While the drivers for the recession originated outside Illinois, actions we take within our state will impact the pace and extent of recovery. In Illinois, especially, the health and viability of manufacturing is essential to our state's economic health. Investments in manufacturing will generate a multiplier effect on growth in jobs and income in other sectors, fueling economic recovery as well as increases in government revenues.

Restoration of funding for programs that support manufacturing sector recovery and growth will enable Illinois to access federal support, further multiplying the benefit of the state's investment. But how do we pay for it when state resources are stretched?

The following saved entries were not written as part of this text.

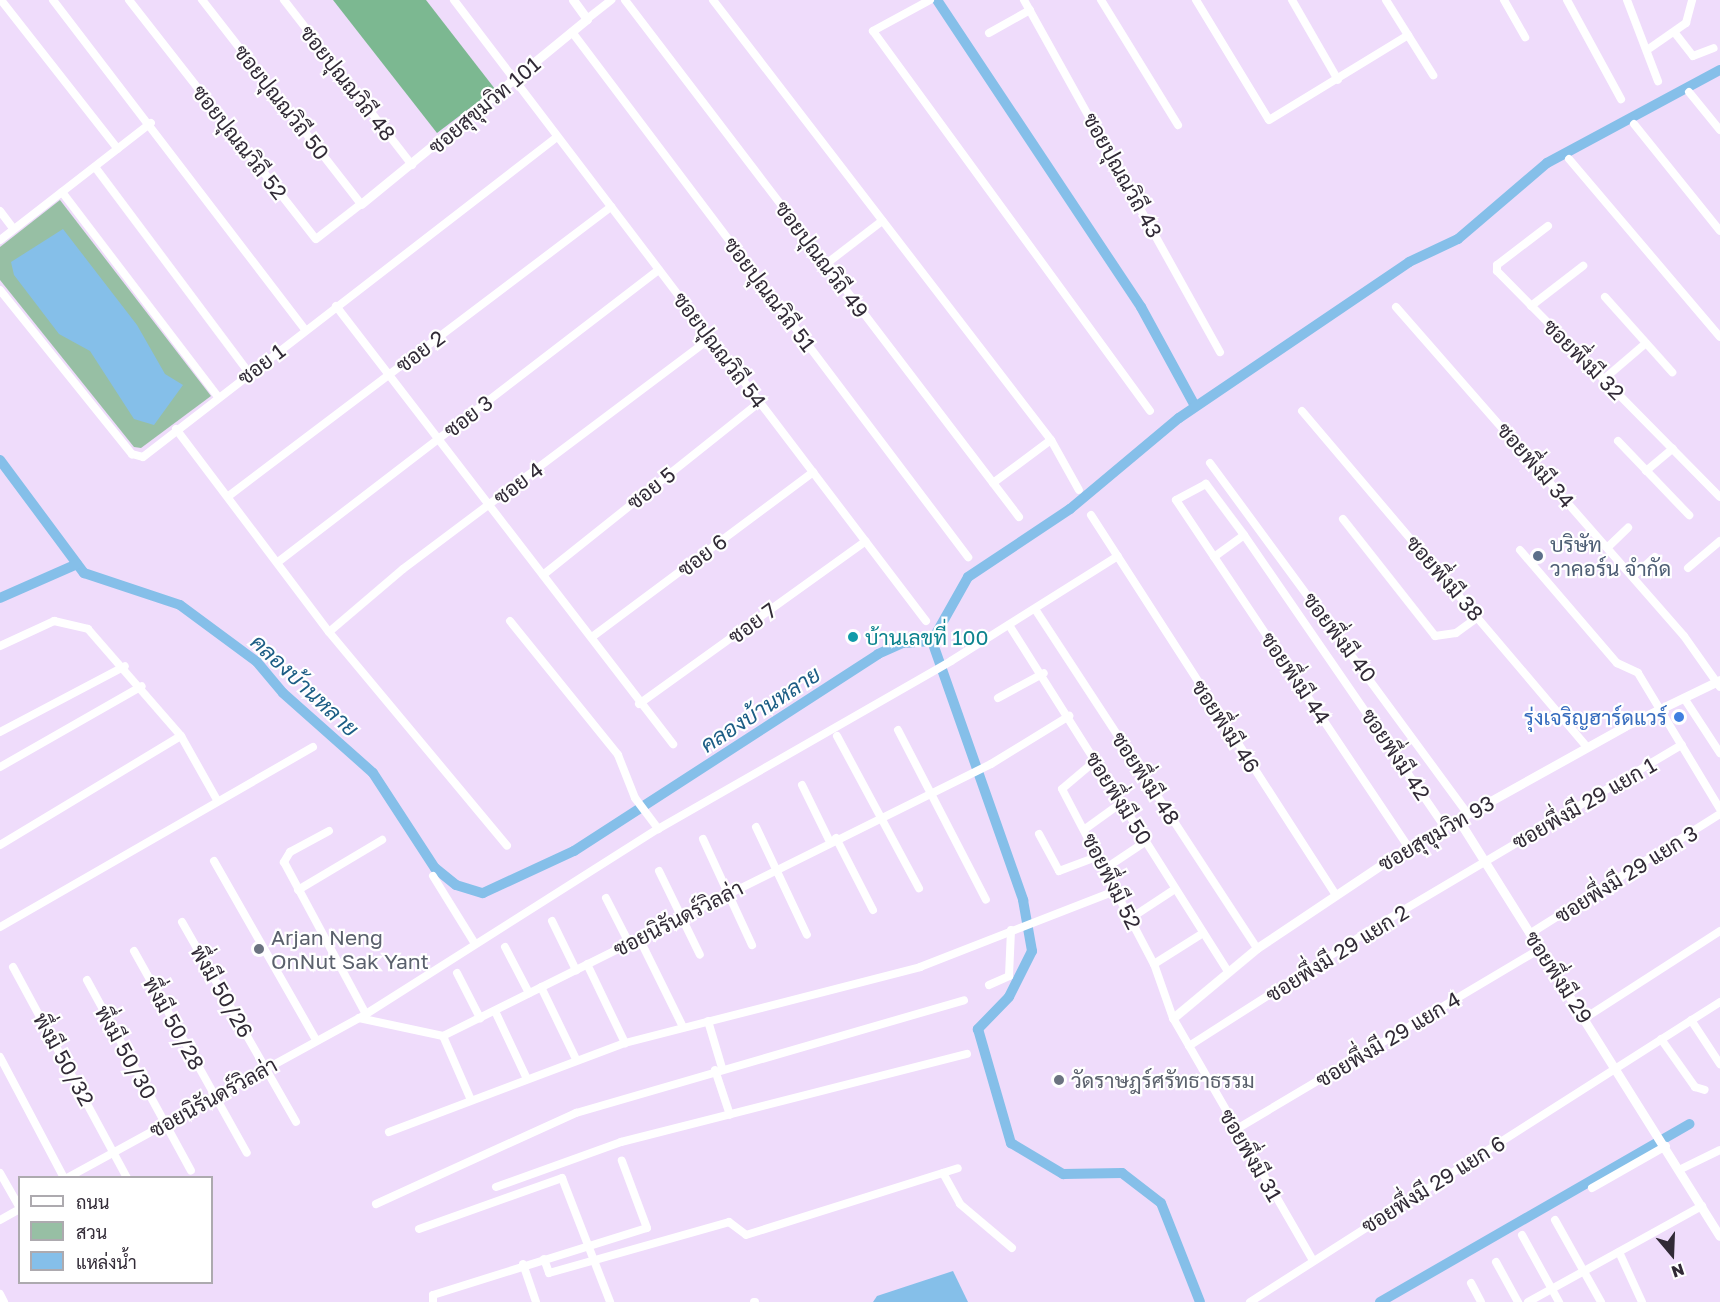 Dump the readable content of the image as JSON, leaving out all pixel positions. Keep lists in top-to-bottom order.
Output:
{
  "streets": {
    "street": [
      "ซอยปุณณวิถี 48",
      "ซอยปุณณวิถี 50",
      "ซอยสุขุมวิท 101",
      "ซอยปุณณวิถี 52",
      "ซอยปุณณวิถี 43",
      "ซอยปุณณวิถี 49",
      "ซอยปุณณวิถี 51",
      "ซอยปุณณวิถี 54",
      "ซอย 2",
      "ซอยพึ่งมี 32",
      "ซอย 1",
      "ซอย 3",
      "ซอยพึ่งมี 34",
      "ซอย 4",
      "ซอย 5",
      "ซอย 6",
      "ซอยพึ่งมี 38",
      "ซอย 7",
      "ซอยพึ่งมี 40",
      "ซอยพึ่งมี 44",
      "ซอยพึ่งมี 46",
      "ซอยพึ่งมี 42",
      "ซอยพึ่งมี 48",
      "ซอยพึ่งมี 50",
      "ซอยพึ่งมี 29 แยก 1",
      "ซอยสุขุมวิท 93",
      "ซอยพึ่งมี 29 แยก 3",
      "ซอยพึ่งมี 52",
      "ซอยนิรันดร์วิลล่า",
      "ซอยพึ่งมี 29 แยก 2",
      "ซอยพึ่งมี 29",
      "พึ่งมี 50/26",
      "พึ่งมี 50/28",
      "ซอยพึ่งมี 29 แยก 4",
      "พึ่งมี 50/30",
      "พึ่งมี 50/32",
      "ซอยพึ่งมี 31",
      "ซอยพึ่งมี 29 แยก 6"
    ]
  },
  "crossings": [
    ["ซอยปุณณวิถี 48", "ซอยสุขุมวิท 101"],
    ["ซอยปุณณวิถี 50", "ซอยสุขุมวิท 101"],
    ["ซอยปุณณวิถี 50", "ซอยปุณณวิถี 52"],
    ["ซอยสุขุมวิท 101", "ซอยปุณณวิถี 52"],
    ["ซอยสุขุมวิท 101", "ซอยปุณณวิถี 51"],
    ["ซอยสุขุมวิท 101", "ซอยปุณณวิถี 54"],
    ["ซอยปุณณวิถี 54", "ซอย 2"],
    ["ซอยปุณณวิถี 54", "ซอย 1"],
    ["ซอยปุณณวิถี 54", "ซอย 3"],
    ["ซอยปุณณวิถี 54", "ซอย 4"],
    ["ซอยปุณณวิถี 54", "ซอย 5"],
    ["ซอยปุณณวิถี 54", "ซอย 6"],
    ["ซอยปุณณวิถี 54", "ซอย 7"],
    ["ซอยพึ่งมี 34", "ซอยสุขุมวิท 93"],
    ["ซอยพึ่งมี 38", "ซอยสุขุมวิท 93"],
    ["ซอยพึ่งมี 40", "ซอยสุขุมวิท 93"],
    ["ซอยพึ่งมี 44", "ซอยพึ่งมี 42"],
    ["ซอยพึ่งมี 44", "ซอยสุขุมวิท 93"],
    ["ซอยพึ่งมี 46", "ซอยสุขุมวิท 93"],
    ["ซอยพึ่งมี 46", "ซอยนิรันดร์วิลล่า"],
    ["ซอยพึ่งมี 42", "ซอยสุขุมวิท 93"],
    ["ซอยพึ่งมี 48", "ซอยสุขุมวิท 93"],
    ["ซอยพึ่งมี 48", "ซอยนิรันดร์วิลล่า"],
    ["ซอยพึ่งมี 50", "ซอยสุขุมวิท 93"],
    ["ซอยพึ่งมี 50", "ซอยพึ่งมี 52"],
    ["ซอยพึ่งมี 50", "ซอยนิรันดร์วิลล่า"],
    ["ซอยพึ่งมี 29 แยก 1", "ซอยพึ่งมี 29 แยก 2"],
    ["ซอยพึ่งมี 29 แยก 1", "ซอยพึ่งมี 29"],
    ["ซอยสุขุมวิท 93", "ซอยพึ่งมี 52"],
    ["ซอยสุขุมวิท 93", "ซอยพึ่งมี 29"],
    ["ซอยสุขุมวิท 93", "ซอยพึ่งมี 31"],
    ["ซอยพึ่งมี 29 แยก 3", "ซอยพึ่งมี 29"],
    ["ซอยพึ่งมี 52", "ซอยพึ่งมี 31"],
    ["ซอยนิรันดร์วิลล่า", "พึ่งมี 50/26"],
    ["ซอยนิรันดร์วิลล่า", "พึ่งมี 50/28"],
    ["ซอยนิรันดร์วิลล่า", "พึ่งมี 50/30"],
    ["ซอยนิรันดร์วิลล่า", "พึ่งมี 50/32"],
    ["ซอยพึ่งมี 29 แยก 2", "ซอยพึ่งมี 29"],
    ["ซอยพึ่งมี 29 แยก 2", "ซอยพึ่งมี 31"],
    ["ซอยพึ่งมี 29", "ซอยพึ่งมี 29 แยก 4"],
    ["ซอยพึ่งมี 29", "ซอยพึ่งมี 29 แยก 6"],
    ["ซอยพึ่งมี 29 แยก 4", "ซอยพึ่งมี 31"],
    ["ซอยพึ่งมี 31", "ซอยพึ่งมี 29 แยก 6"]
  ],
  "water": ["คลองบ้านหลาย"],
  "places": [
    "บริษัท วาคอร์น จำกัด",
    "บ้านเลขที่ 100",
    "รุ่งเจริญฮาร์ดแวร์",
    "Arjan Neng OnNut Sak Yant",
    "วัดราษฎร์ศรัทธาธรรม"
  ],
  "legend": ["ถนน", "สวน", "แหล่งน้ำ"],
  "north": "bottom"
}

There is an unavoidable lag between the state's investment in the engines that drive economic recovery and the consequent increases in tax revenues. This lag, typically one to two years, results in a gap in funding that must be addressed. While some of this gap can be filled through shared reductions in government expenditures across a large number of programs, some additional revenues will be required. When considering the alternative sources of additional state revenues, the impact of each on the pace of economic recovery needs to be carefully considered.

Transitional revenue sources, such as borrowing, will have the least adverse impact on economic recovery. While additional debt will eventually have to be repaid, the period can be extended, reducing the economic impact by spreading it over multiple years. Small temporary increases in sales taxes on selected commodities/services can also be used to minimize current economic impact while generating additional state funding that is critically needed. Even a temporary increase in income taxes can help bridge the gap if it is "across the board" and not targeted to just one sector, such as businesses. The key is to ensure that the generation of additional revenue has minimal impact on the rate of business expansion, since that expansion will drive recovery.

During these very difficult times, our government leaders are walking an economic tightrope. Their actions will either lay the foundation for economic recovery and future growth, or extend the period of economic crisis. We need to encourage and support our leaders and encourage them to make the difficult choices that will enable our recovery to be as fast and durable as possible.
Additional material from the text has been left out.